L’invasione russa ai danni dell’Ucraina genera effetti pesanti sulle imprese agroalimentari italiane: ma non ci sono solo i gravi problemi di approvvigionamento legati ai cereali o ai semi oleosi, girasole in primis. I danni, naturalmente, colpiscono anche il nostro export.

A lanciare l’allarme sul vino è Nomisma, che sottolinea che, nel 2021, la Russia ha importato made in Italy per un valore di 345 milioni di euro, con una crescita del 18% sul 2020, un fatto che ha reso la nostra nazione la prima fornitrice.

Più ridotti ma fortemente in crescita (+200% negli ultimi cinque anni) anche gli acquisti dell’Ucraina: 56 milioni di euro. In sostanza il flusso in uscita ammonta, a poco più di 400 milioni.
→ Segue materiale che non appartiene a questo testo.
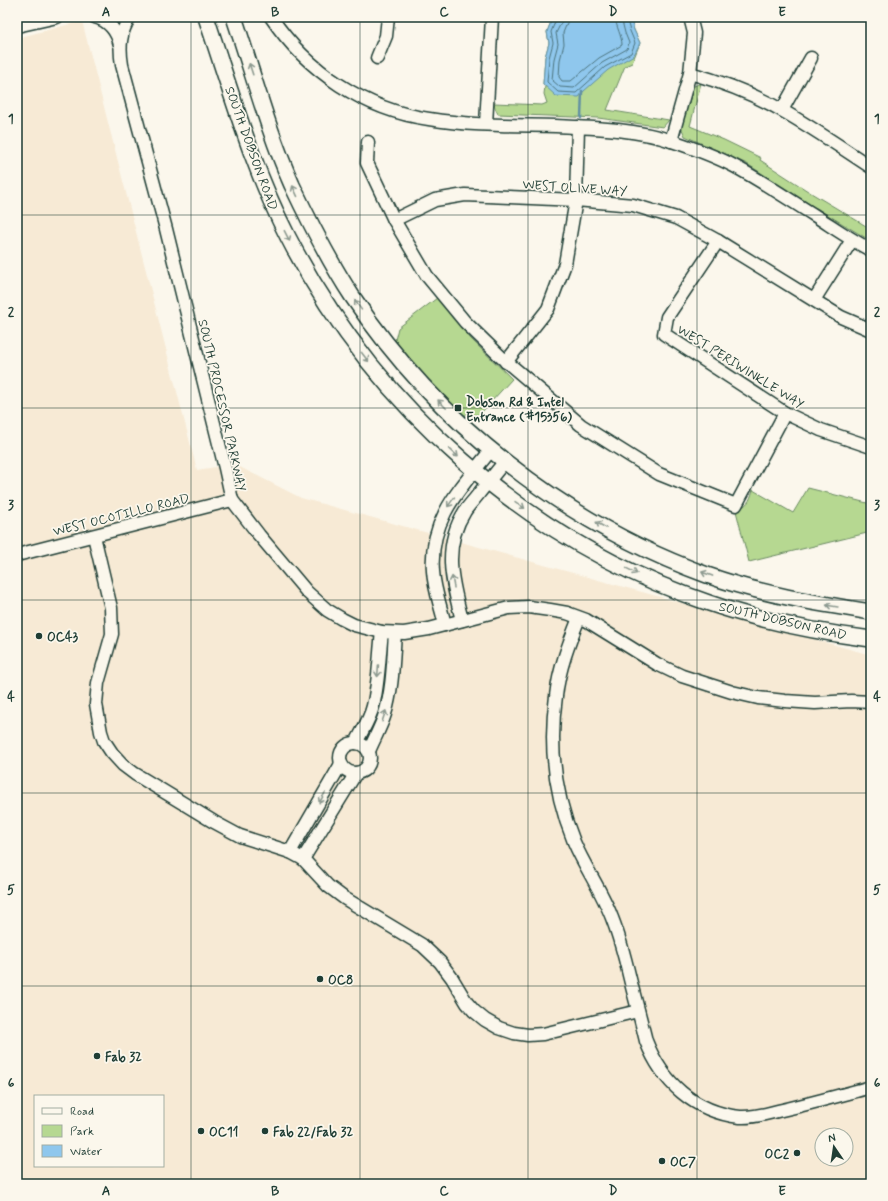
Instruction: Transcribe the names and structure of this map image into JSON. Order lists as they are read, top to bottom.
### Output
{
  "streets": {
    "main road": ["SOUTH DOBSON ROAD"],
    "street": [
      "WEST OLIVE WAY",
      "WEST PERIWINKLE WAY",
      "SOUTH PROCESSOR PARKWAY",
      "WEST OCOTILLO ROAD"
    ]
  },
  "crossings": [
    ["WEST OLIVE WAY", "WEST PERIWINKLE WAY"],
    ["SOUTH PROCESSOR PARKWAY", "WEST OCOTILLO ROAD"]
  ],
  "places": {
    "transit": ["Dobson Rd & Intel Entrance (#15356)"],
    "other": [
      "OC43",
      "OC8",
      "Fab 32",
      "OC11",
      "Fab 22/Fab 32",
      "OC2",
      "OC7"
    ]
  },
  "legend": ["Road", "Park", "Water"],
  "north": "top",
  "grid": {
    "columns": [
      "A",
      "B",
      "C",
      "D",
      "E"
    ],
    "rows": [
      "1",
      "2",
      "3",
      "4",
      "5",
      "6"
    ]
  }
}
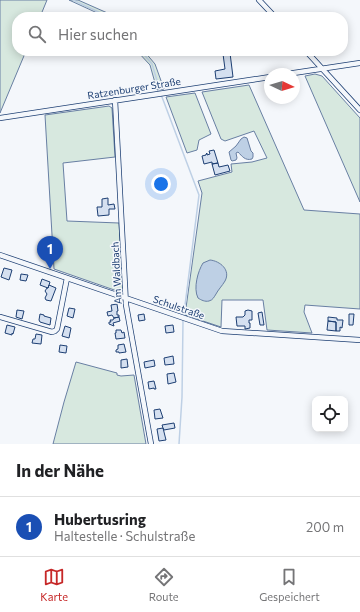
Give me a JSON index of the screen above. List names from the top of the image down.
{
  "streets": {
    "street": ["Ratzenburger Straße", "Am Waldbach", "Schulstraße"]
  },
  "crossings": [
    ["Ratzenburger Straße", "Am Waldbach"],
    ["Am Waldbach", "Schulstraße"]
  ],
  "north": "right",
  "page": {
    "search": "Hier suchen",
    "pins": "1",
    "heading": "In der Nähe",
    "list": [
      {
        "mark": "1",
        "name": "Hubertusring",
        "note": "Haltestelle · Schulstraße",
        "value": "200 m"
      }
    ],
    "nav": ["Karte", "Route", "Gespeichert"]
  }
}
Per Francia e Spagna, gli altri top exporter, il pericolo è più ridotto: 217 milioni di euro per i francesi e 146 per gli spagnoli, vale a dire rispettivamente il 2 e il 5% dell’export enologico.

«I danni più consistenti legati a questa tragica guerra sono riconducibili ad alcune denominazioni e categorie di vini italiani. Nel caso dell’Asti Spumante parliamo della potenziale perdita di un quarto dell’export, così come del 20% delle vendite oltre frontiera di spumanti generici italiani o del 13% di vini frizzanti», commenta Denis Pantini, responsabile agroalimentare e Wine monitor di Nomisma -. È infatti risaputo che i consumatori russi e dell’est Europa prediligono le bollicine».

«Andando a vedere le ricadute sulle altre denominazioni, o tipologie di vini francesi e spagnoli non si riscontrano fenomeni simili: Cava spagnolo, Cremant francesi, o spumanti generici di entrambi i Paesi vendono, in questi due mercati, meno del 2% del relativo export di categoria e lo stesso per i fermi Dop come Bordeaux, Borgogna, Rioja, dove l’incidenza è inferiore all’1 per cento», conclude Pantini.

Anche per i vini fermi Dop italiani, Russia e Ucraina presentano quote marginali sulle relative esportazioni. Quelle più alte si riscontrano per i fermi siciliani a denominazione (8%) e per i bianchi Dop veneti (4%).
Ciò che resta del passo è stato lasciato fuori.